Kadya turned around, scanning the top shelf with her index finger. “Let me check,” she said. “I think I might-”
She was cut off by the sound of the door opening, and Desa whirled around to find Rojan stomping into the café. His hair was drenched, droplets of water trailing over his olive-skinned face. “You’re here,” he said. “Good.”
“What’s wrong?”
He shuffled up to Desa and leaned in close to whisper in her ear. “The scouts on the northern perimeter failed to report in.” He cast a glance around the room to make sure no one was listening and then pressed on. “Something is amiss.”
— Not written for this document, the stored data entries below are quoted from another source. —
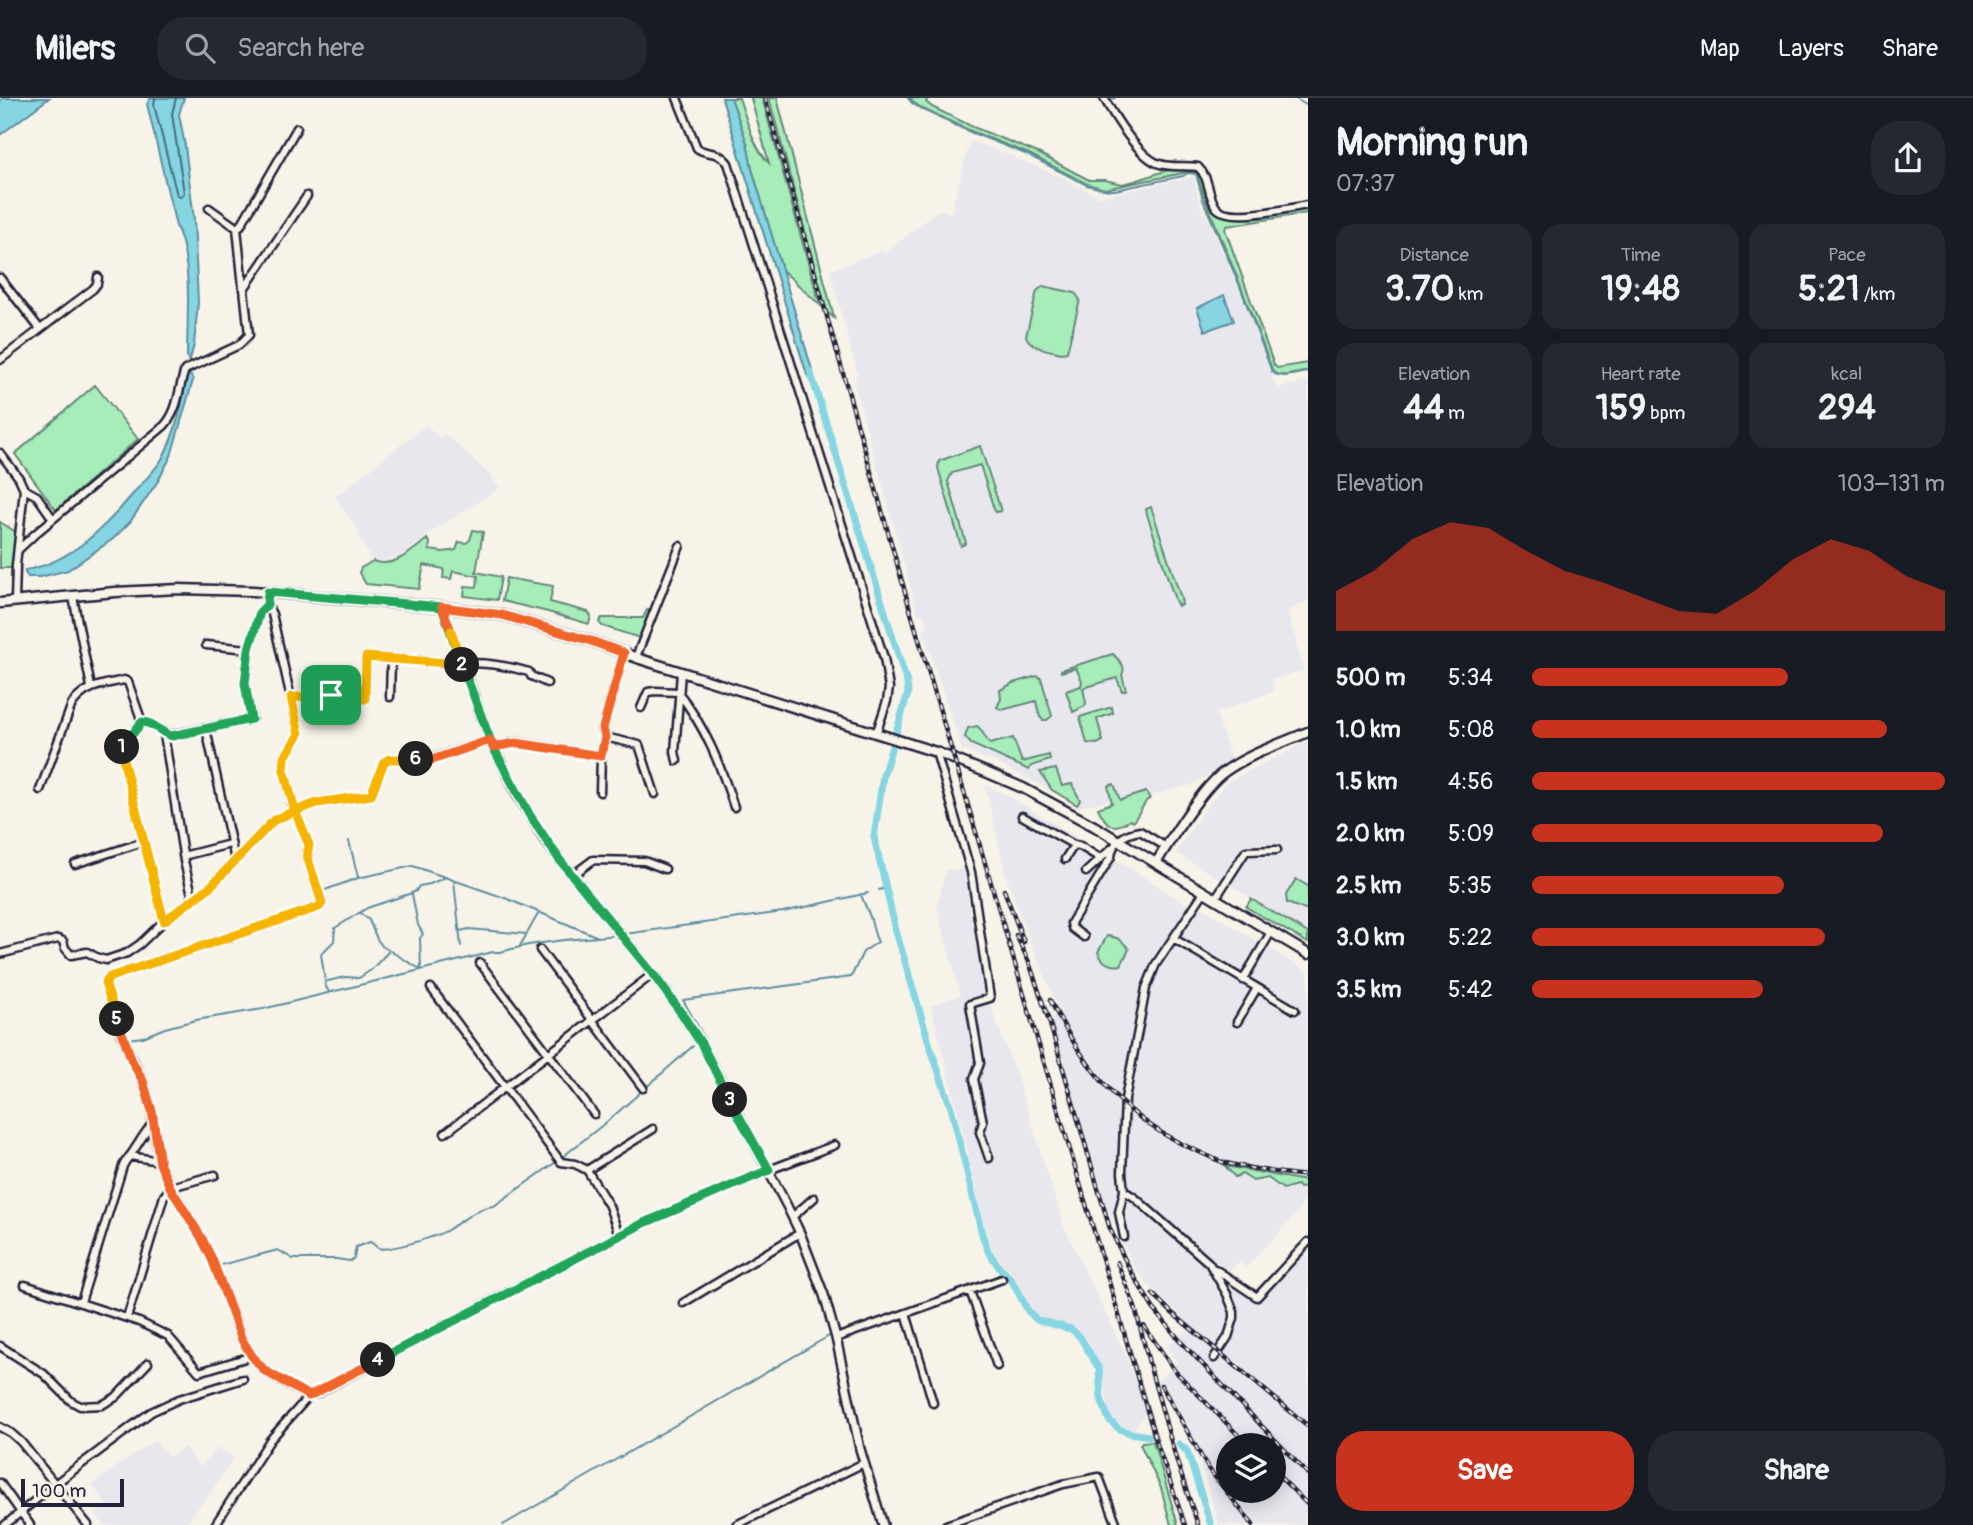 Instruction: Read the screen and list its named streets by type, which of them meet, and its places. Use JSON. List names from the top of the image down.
{
  "scale_bar": "100 m",
  "page": {
    "header": "Milers",
    "search": "Search here",
    "nav": ["Map", "Layers", "Share"],
    "heading": ["Morning run", "07:37"],
    "stats": [
      ["Distance", "3.70 km"],
      ["Time", "19:48"],
      ["Pace", "5:21 /km"],
      ["Elevation", "44 m"],
      ["Heart rate", "159 bpm"],
      ["kcal", "294"]
    ],
    "chart": ["Elevation", "103–131 m"],
    "pins": [
      "2",
      "1",
      "6",
      "5",
      "3",
      "4"
    ],
    "list": [
      {
        "name": "500 m",
        "note": "5:34"
      },
      {
        "name": "1.0 km",
        "note": "5:08"
      },
      {
        "name": "1.5 km",
        "note": "4:56"
      },
      {
        "name": "2.0 km",
        "note": "5:09"
      },
      {
        "name": "2.5 km",
        "note": "5:35"
      },
      {
        "name": "3.0 km",
        "note": "5:22"
      },
      {
        "name": "3.5 km",
        "note": "5:42"
      }
    ],
    "buttons": ["Save", "Share"],
    "scale": "100 m"
  }
} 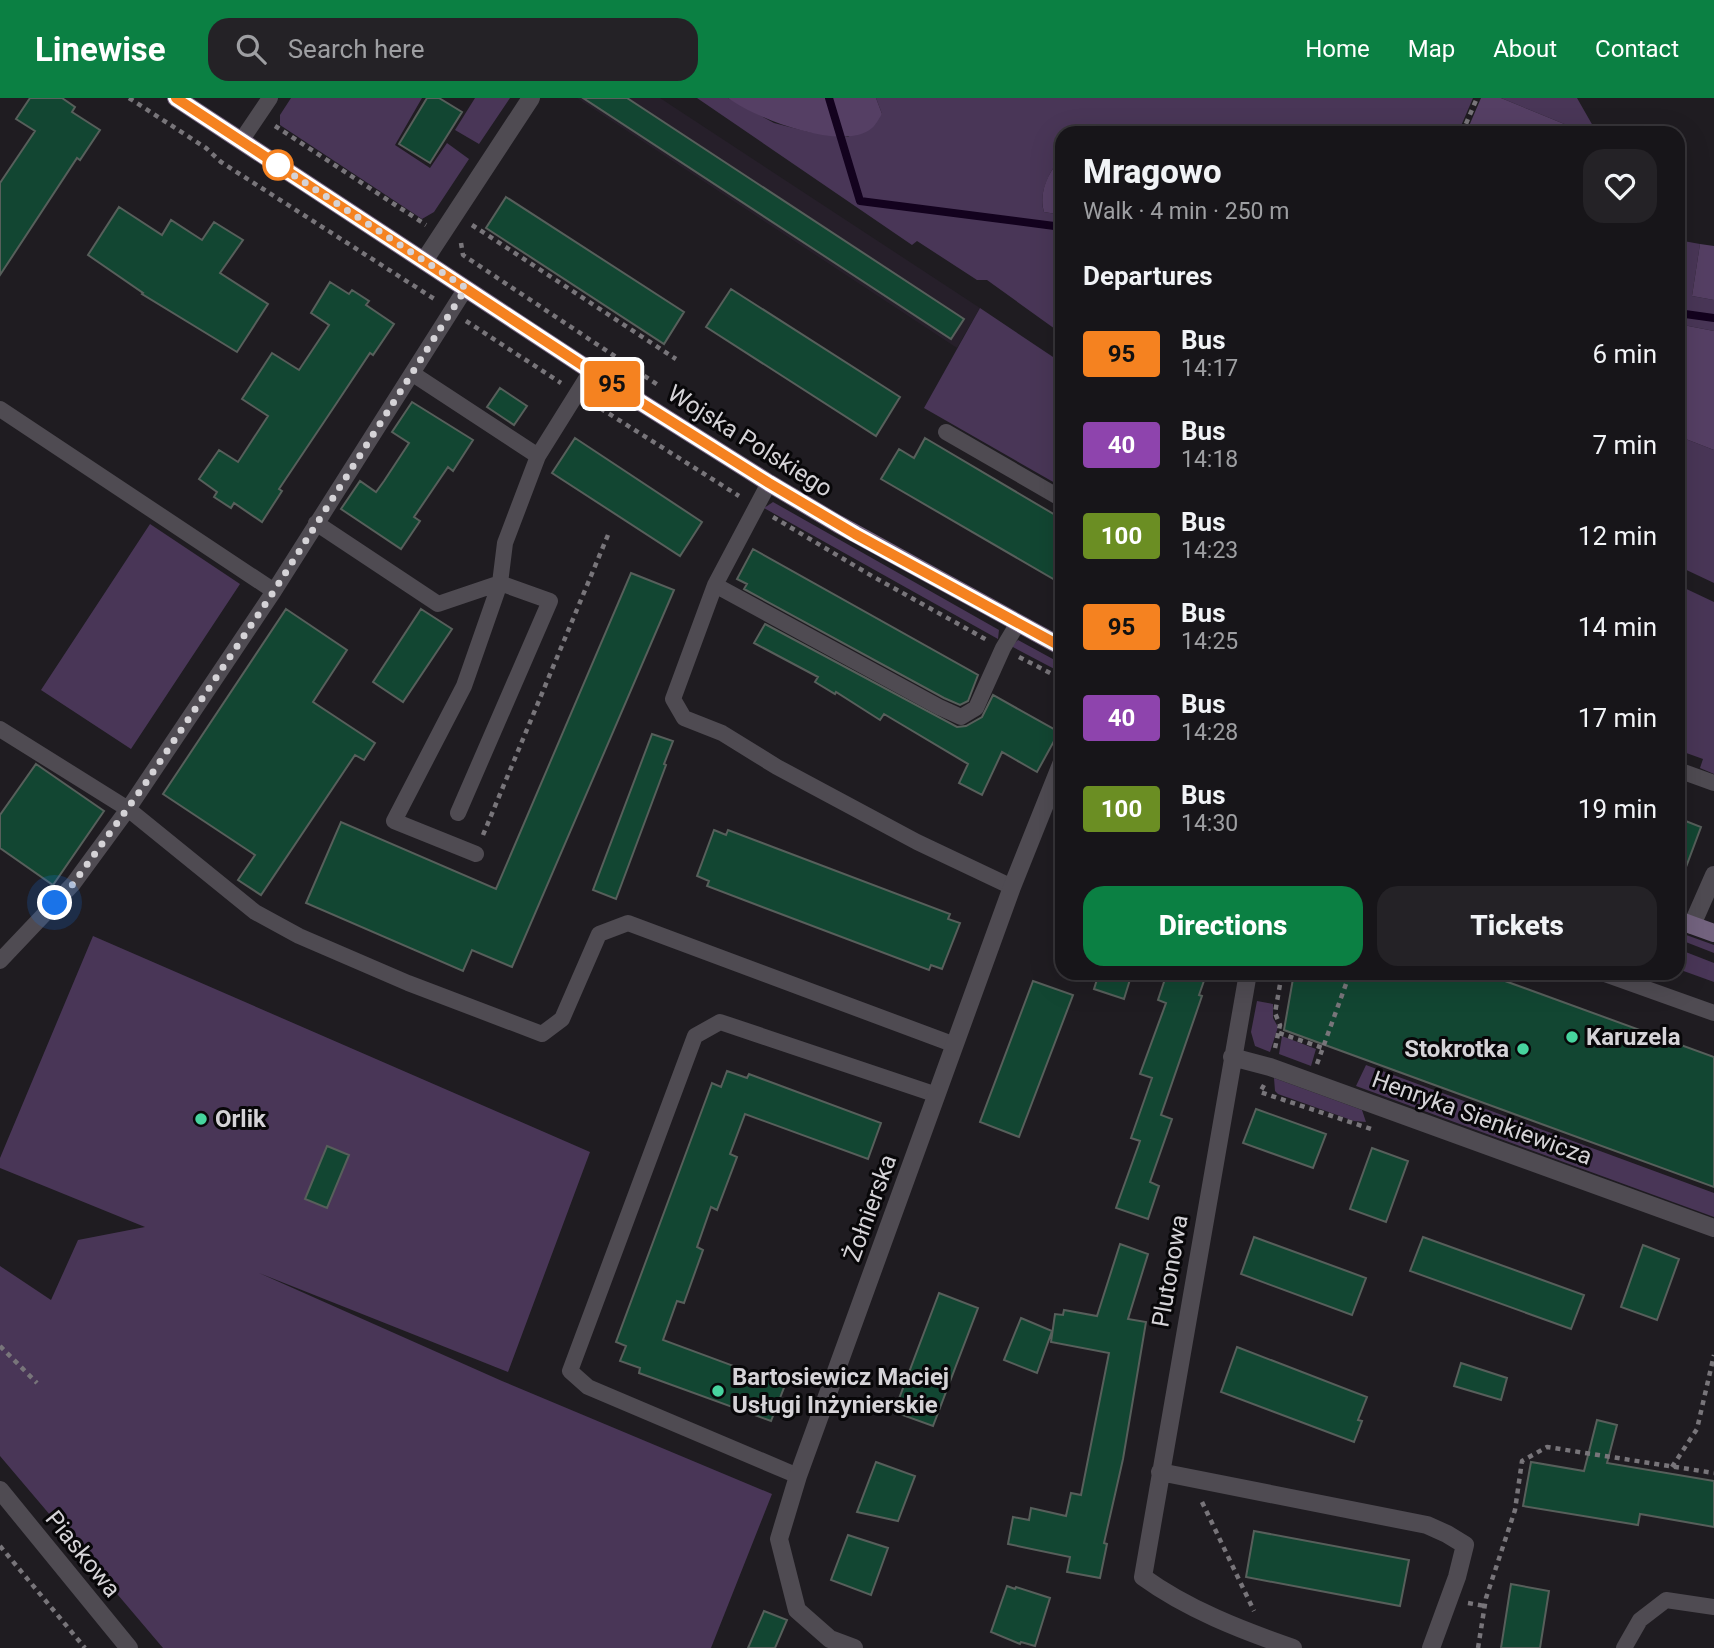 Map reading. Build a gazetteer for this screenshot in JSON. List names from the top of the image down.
{
  "streets": {
    "street": [
      "Wojska Polskiego",
      "Henryka Sienkiewicza",
      "Żołnierska",
      "Plutonowa",
      "Piaskowa"
    ]
  },
  "crossings": [
    ["Henryka Sienkiewicza", "Plutonowa"]
  ],
  "places": [
    "Karuzela",
    "Stokrotka",
    "Orlik",
    "Bartosiewicz Maciej Usługi Inżynierskie"
  ],
  "lines": ["bus line 95"],
  "page": {
    "header": "Linewise",
    "search": "Search here",
    "nav": [
      "Home",
      "Map",
      "About",
      "Contact"
    ],
    "on_map": "95",
    "heading": [
      ["Mragowo", "Walk · 4 min · 250 m"],
      "Departures"
    ],
    "list": [
      {
        "mark": "95",
        "name": "Bus",
        "note": "14:17",
        "value": "6 min"
      },
      {
        "mark": "40",
        "name": "Bus",
        "note": "14:18",
        "value": "7 min"
      },
      {
        "mark": "100",
        "name": "Bus",
        "note": "14:23",
        "value": "12 min"
      },
      {
        "mark": "95",
        "name": "Bus",
        "note": "14:25",
        "value": "14 min"
      },
      {
        "mark": "40",
        "name": "Bus",
        "note": "14:28",
        "value": "17 min"
      },
      {
        "mark": "100",
        "name": "Bus",
        "note": "14:30",
        "value": "19 min"
      }
    ],
    "buttons": ["Directions", "Tickets"]
  }
}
“You’ve never had scouts fail to report in?”
“It’s part of the protocol,” Rojan explained. “They carry radios. If the squad leader is in some way indisposed, someone else takes on the task. For the entire team to be out of contact for so long…”
“I understand.”
Clearing his throat, Rojan glanced over his shoulder toward the window. Then his eyes fell upon her again. “You have proficiency with the more aggressive aspects of Field Binding.” Did he have to put it that way? Desa would have felt better if he had simply said that she knew how to kill. The euphemism made it seem dirty somehow. “I was hoping you would come with me to see what went wrong.”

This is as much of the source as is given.